(Saved data entries)
/---
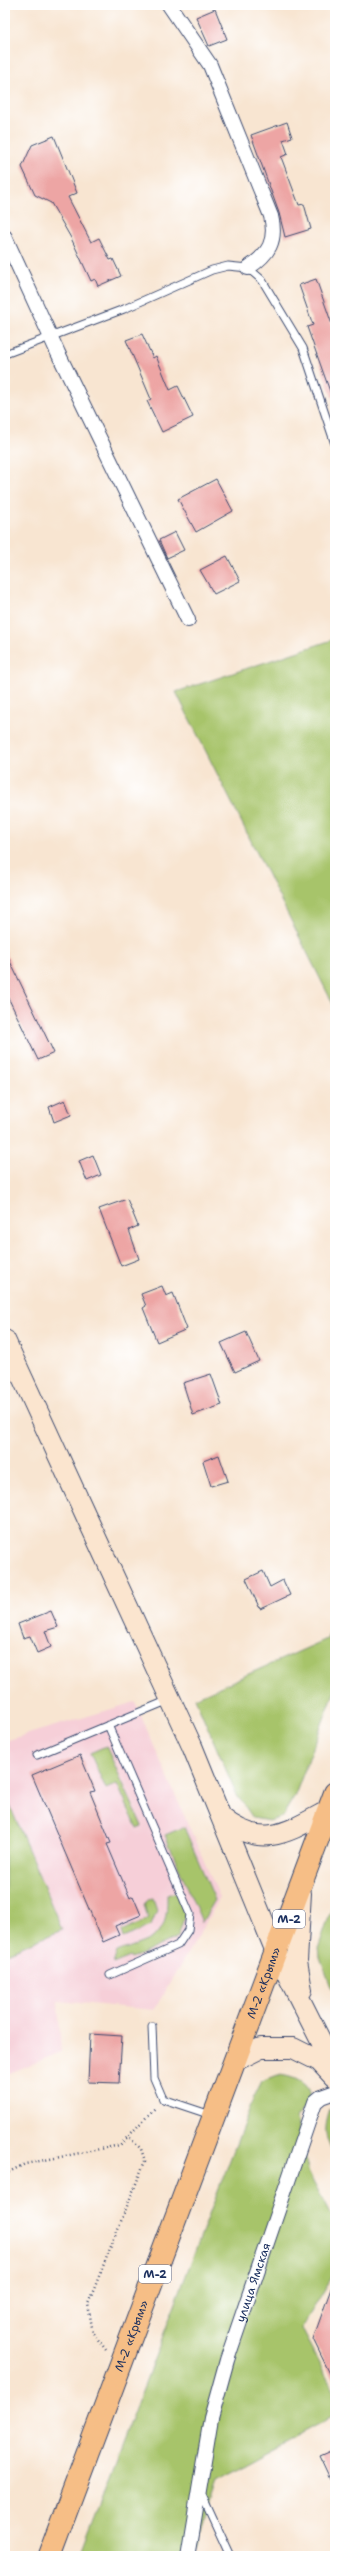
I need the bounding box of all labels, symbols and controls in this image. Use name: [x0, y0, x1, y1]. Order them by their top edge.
road number: М-2: [273, 1910, 305, 1928]
street label: М-2 «Крым»: [243, 1945, 285, 2021]
street label: улица Ямская: [232, 2241, 274, 2324]
road number: М-2: [139, 2265, 171, 2283]
street label: М-2 «Крым»: [111, 2298, 152, 2374]

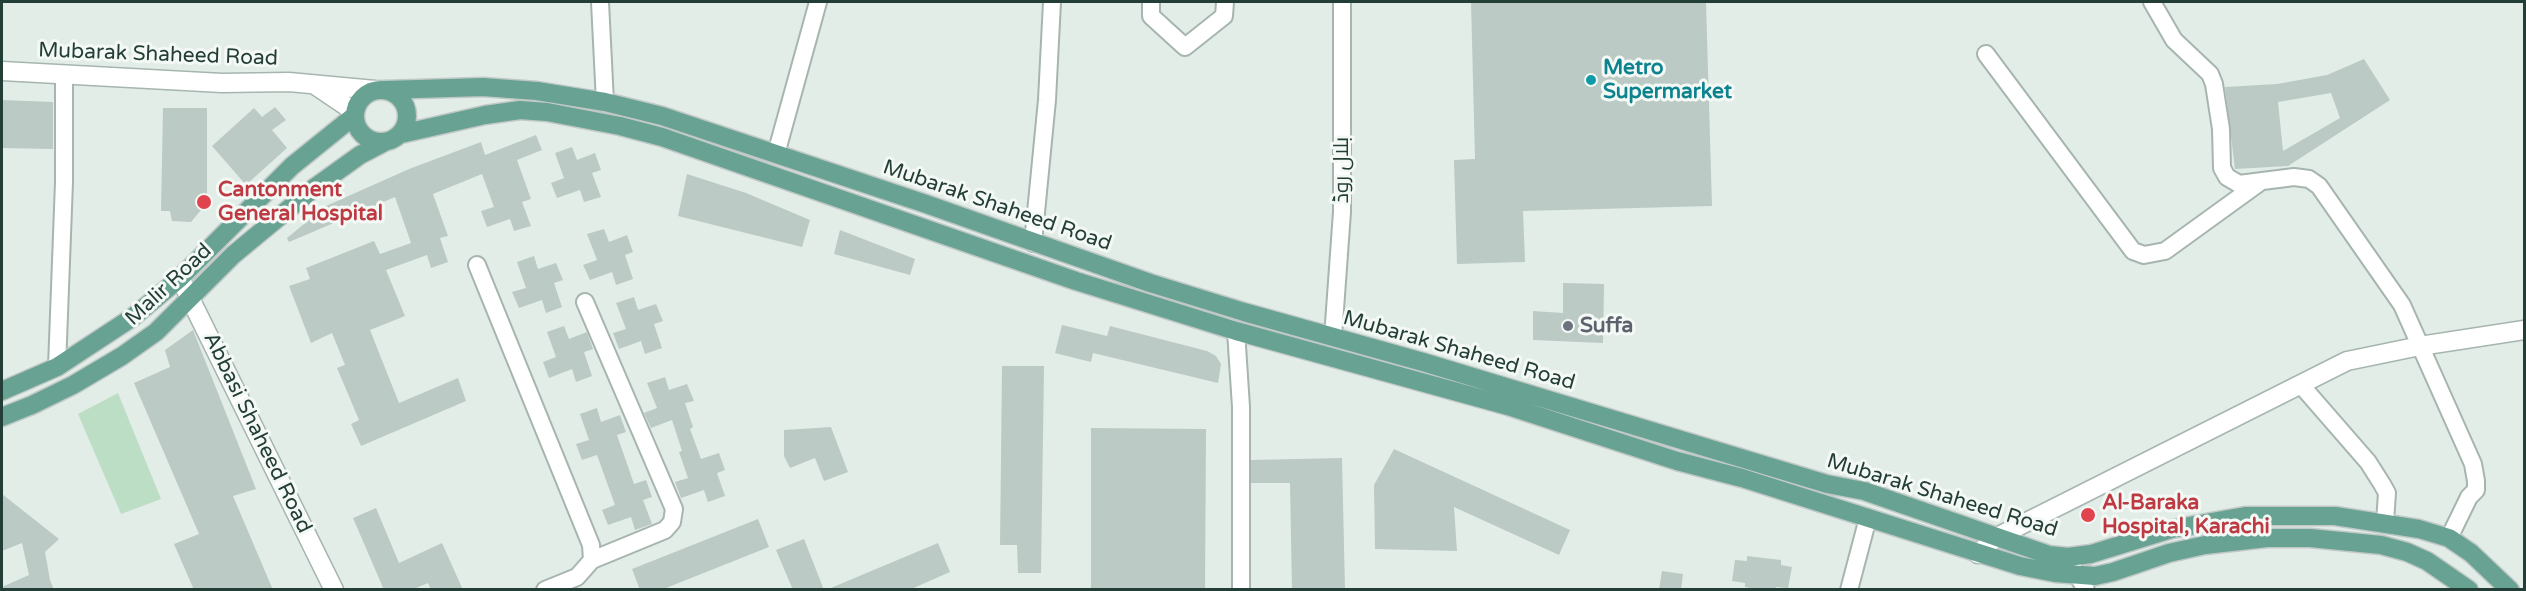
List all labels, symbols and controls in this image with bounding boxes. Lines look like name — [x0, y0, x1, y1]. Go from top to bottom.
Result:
street label: Mubarak Shaheed Road — [38, 38, 278, 72]
place label: Metro Supermarket — [1603, 55, 1732, 105]
marker: Metro Supermarket — [1584, 73, 1598, 87]
street label: بلال روڈ — [1329, 137, 1355, 203]
street label: Mubarak Shaheed Road — [879, 155, 1115, 257]
place label: Cantonment General Hospital — [218, 177, 383, 227]
marker: Cantonment General Hospital — [195, 193, 213, 211]
street label: Malir Road — [121, 239, 217, 331]
street label: Mubarak Shaheed Road — [1340, 306, 1578, 396]
place label: Suffa — [1580, 313, 1633, 339]
marker: Suffa — [1561, 319, 1575, 333]
street label: Abbasi Shaheed Road — [197, 329, 317, 537]
street label: Mubarak Shaheed Road — [1824, 449, 2060, 543]
place label: Al-Baraka Hospital, Karachi — [2102, 490, 2270, 540]
marker: Al-Baraka Hospital, Karachi — [2079, 506, 2097, 524]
\---
An exact transcription of the records above is needed, with no pictures included.

- **Task result**
I need the bounding box of all labels, symbols and controls in this image. Use name: [x0, y0, x1, y1]. Order them by their top edge.
road number: М-2: [273, 1910, 305, 1928]
street label: М-2 «Крым»: [243, 1945, 285, 2021]
street label: улица Ямская: [232, 2241, 274, 2324]
road number: М-2: [139, 2265, 171, 2283]
street label: М-2 «Крым»: [111, 2298, 152, 2374]

List all labels, symbols and controls in this image with bounding boxes. Lines look like name — [x0, y0, x1, y1]. Go from top to bottom.
Result:
street label: Mubarak Shaheed Road — [38, 38, 278, 72]
place label: Metro Supermarket — [1603, 55, 1732, 105]
marker: Metro Supermarket — [1584, 73, 1598, 87]
street label: بلال روڈ — [1329, 137, 1355, 203]
street label: Mubarak Shaheed Road — [879, 155, 1115, 257]
place label: Cantonment General Hospital — [218, 177, 383, 227]
marker: Cantonment General Hospital — [195, 193, 213, 211]
street label: Malir Road — [121, 239, 217, 331]
street label: Mubarak Shaheed Road — [1340, 306, 1578, 396]
place label: Suffa — [1580, 313, 1633, 339]
marker: Suffa — [1561, 319, 1575, 333]
street label: Abbasi Shaheed Road — [197, 329, 317, 537]
street label: Mubarak Shaheed Road — [1824, 449, 2060, 543]
place label: Al-Baraka Hospital, Karachi — [2102, 490, 2270, 540]
marker: Al-Baraka Hospital, Karachi — [2079, 506, 2097, 524]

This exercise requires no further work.